For the classicist Eric Havelock, this shows that culture does not require literacy. What makes culture possible is the ability to store and transmit information. Without writing, oral cultures make information rhythmic or cast in the form of a story so it can be remembered and passed on to future generations. For example, "Red sky in morning, sailors taken warning. Red sky at night, sailors delight." When speech can be written down the need to structure all thought in a rhythmic or narrative form disappears.

Even in ancient Greece, whose literary achievements form the foundation of western civilization, the spoken word was given priority over the written word. "[M]ost Greek literature was meant to be heard or even sung... and there was a strong current of distaste for the written word even among the highly literate... the art of speaking was a major part of Greek education... A civilized man in Greece... had to be able, above all, to speak well in public."3

The Greeks' ambivalence towards the written word can be seen in Plato's dialogue Phaedrus. There Socrates recounts the Egyptian myth about the origin of writing. The Egyptian god, Theuth, offers writing as a gift to the Egyptian king of Thebes, saying "it will make the people of Egypt wiser and improve their memories." But the king is skeptical and says, "If men learn this, it will implant forgetfulness in their souls; they will cease to exercise memory because they rely on that which is written, calling things to remembrance no longer from within themselves, but by means of external marks."4 In this story, Socrates uses the Greek word pharmakon as a metaphor for writing. Pharmakon has a double meaning, it can mean either medicine or remedy, or it can mean poison.

Is Literacy Liberating?

But isn't literacy supposed to be liberating? For Levi Strauss, "the primary function of writing, as a means of communication, is to facilitate the enslavement of other human beings... "5 This was certainly the case in ancient Mesopotamia and ancient Egypt, where writing was used to increase state control through the creation of inventories, the census, and tax rolls. (The point of counting people and property in a census is for taxation.)

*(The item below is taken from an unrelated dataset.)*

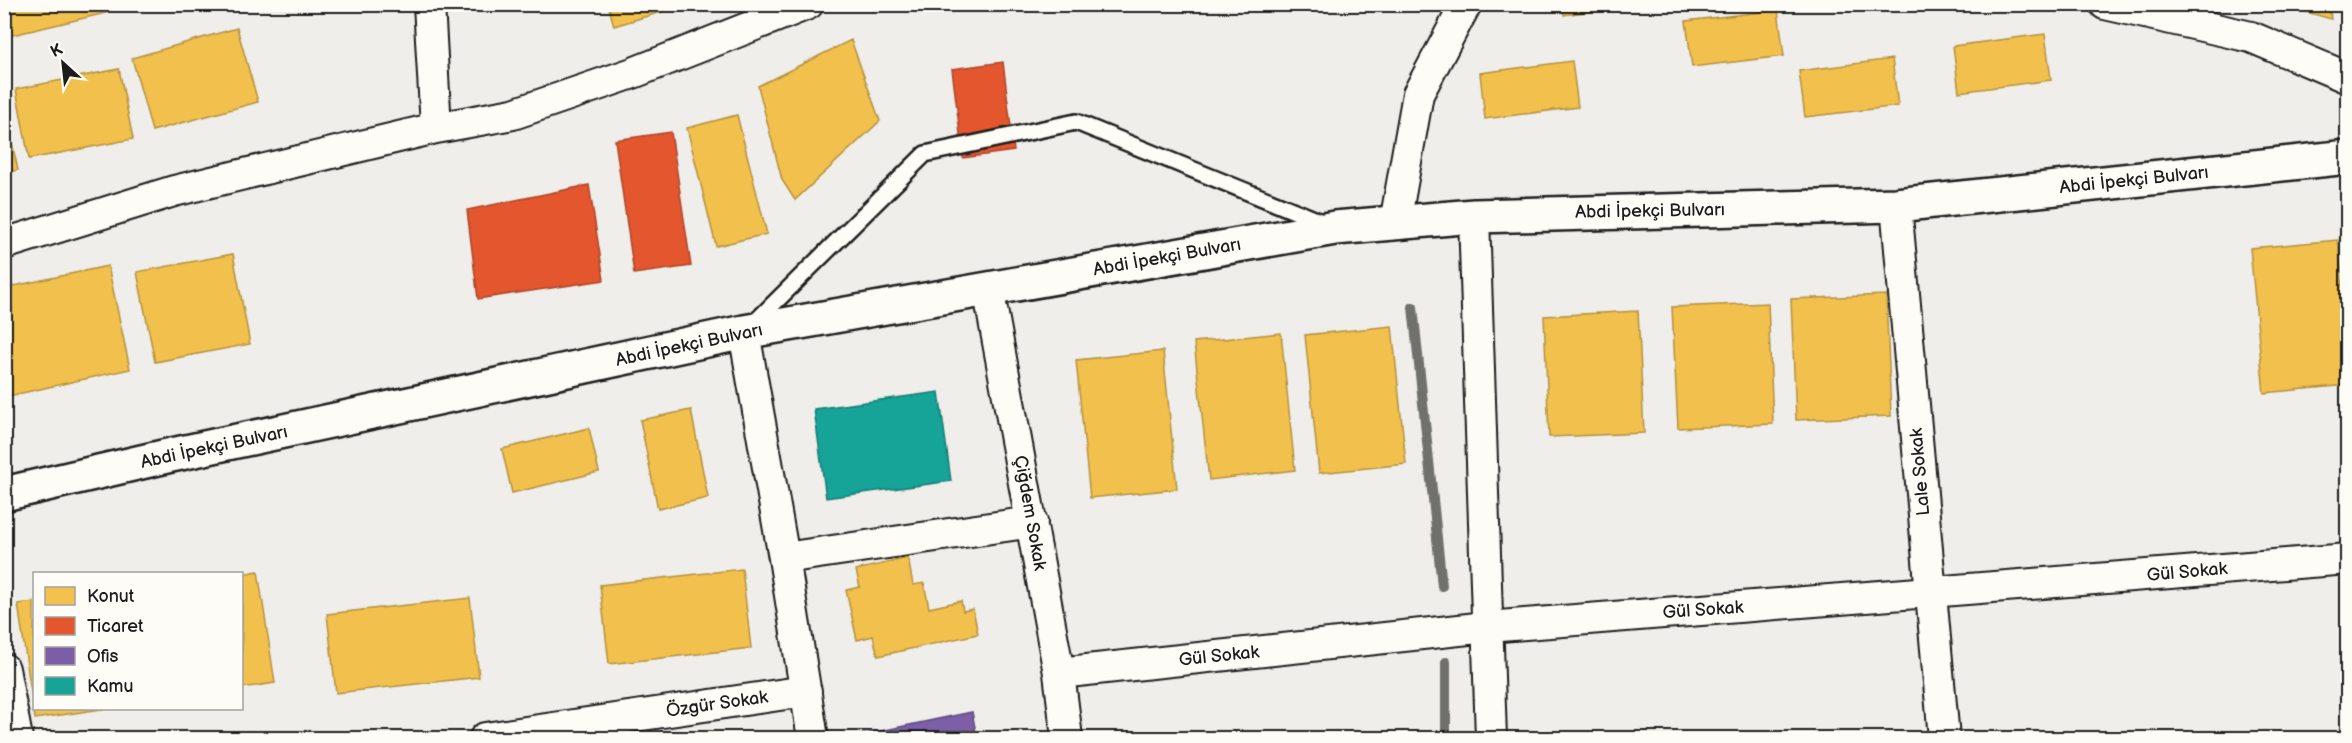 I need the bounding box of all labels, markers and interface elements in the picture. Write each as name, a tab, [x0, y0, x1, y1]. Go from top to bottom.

But didn't literacy free people from an unthinking allegiance to authority and tradition? It can do that, but traditionally literacy has been used to uphold authority and preserve tradition. The expansion of literacy undertaken by the Puritans in 17th century New England was conservative in intent. Literacy meant reading the Bible and devotional works. It was only when reading expanded beyond this narrow range that a new liberating literacy emerged.6

By the mid-19th century, in Europe and America, literacy became seen as a way to combat crime and disorder. Literacy, it was believed, would promote moral values and induce self-restraint in the poor. It was considered an enlightened way of controlling the lower classes, of making them more like the middle class.7 Before this period, educating the poor was considered unnecessary and dangerous.

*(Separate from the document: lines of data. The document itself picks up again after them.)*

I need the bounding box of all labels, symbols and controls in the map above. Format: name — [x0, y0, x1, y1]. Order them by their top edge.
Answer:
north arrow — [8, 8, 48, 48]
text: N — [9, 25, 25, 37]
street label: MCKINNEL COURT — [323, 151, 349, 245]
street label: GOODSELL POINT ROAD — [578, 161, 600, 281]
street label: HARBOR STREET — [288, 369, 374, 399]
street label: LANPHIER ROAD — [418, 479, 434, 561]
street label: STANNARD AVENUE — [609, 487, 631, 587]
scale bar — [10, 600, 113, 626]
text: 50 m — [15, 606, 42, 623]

Today there is a great fear of declining literacy rates, because literacy has become equated with civilization or culture. But this identification is modern. The Greeks had no term for literate or illiterate. "They spoke only of men who were musical or unmusical, educated or uneducated, and with good reason. It was sensed that literacy and culture were not necessarily synonymous."8

The Uses of Literacy

Literacy has been put to countless uses. It has promoted rationality, but it has also been used for magic. Words and letters have frequently been treated as having mysterious powers that can cure illnesses, as well as invoke curses. When literacy arrived in Tibet, Buddhist monks used it to print prayers on water. In Somalia, passages from the Koran are written out, washed into water, and then drunk as a medical remedy.9 Even in ancient Greece, writing was used for magical purposes, as is evidenced by their use of lead curse tablets — small sheets of lead with curses and spells inscribed on them that were common in Athens during the classical period — which are considered the high point of Greek rationality.

What is Literacy?

What exactly is literacy? Today we define it as the ability to read and write, but this connection is modern. With our pens and keypads, writing is effortless. But traditionally, writing was taught separately from reading, in part, because of the difficulty of using traditional writing instruments. In Greece and Rome, authors did not write, instead dictating their books and letters to scribes. "In the Middle Ages, it was mainly scribes and monks who wrote; in 16th-century England many quite educated people could only read, not write, and it was common to go to a specialist writer, a scrivener or secretary, if you need something written."10 And if you couldn't read Latin, you were considered illiterate even if you could read in your vernacular language.11

If we define literacy as the ability to read and write, then we would have to consider Homer, whom Plato called the educator of Greece, illiterate, for he almost certainly couldn't read or write. (The absence of reading and writing in pre-literate societies — Homeric society for instance — should not be confused with illiteracy in modern societies.) This definition also leaves unanswered the level of reading and writing that is considered necessary to be literate. Are you literate if you can read the New York Post? Shakespeare? Does the ability to write mean being able to fill out a form or write an essay? There are also different writing systems, each requiring different reading skills. A modern reader, for instance, would have a tough time reading a text where there is no space between words and no punctuation, as was the case in ancient Egyptian, ancient Greek, and post classical Latin writing. An example is the image on the right that shows the law code of Gortyn, Crete. It is supposed that such texts, to be intelligible, had to be read aloud in order to determine where one word ended and another began, just as a musical score is unintelligible to most people unless it is played.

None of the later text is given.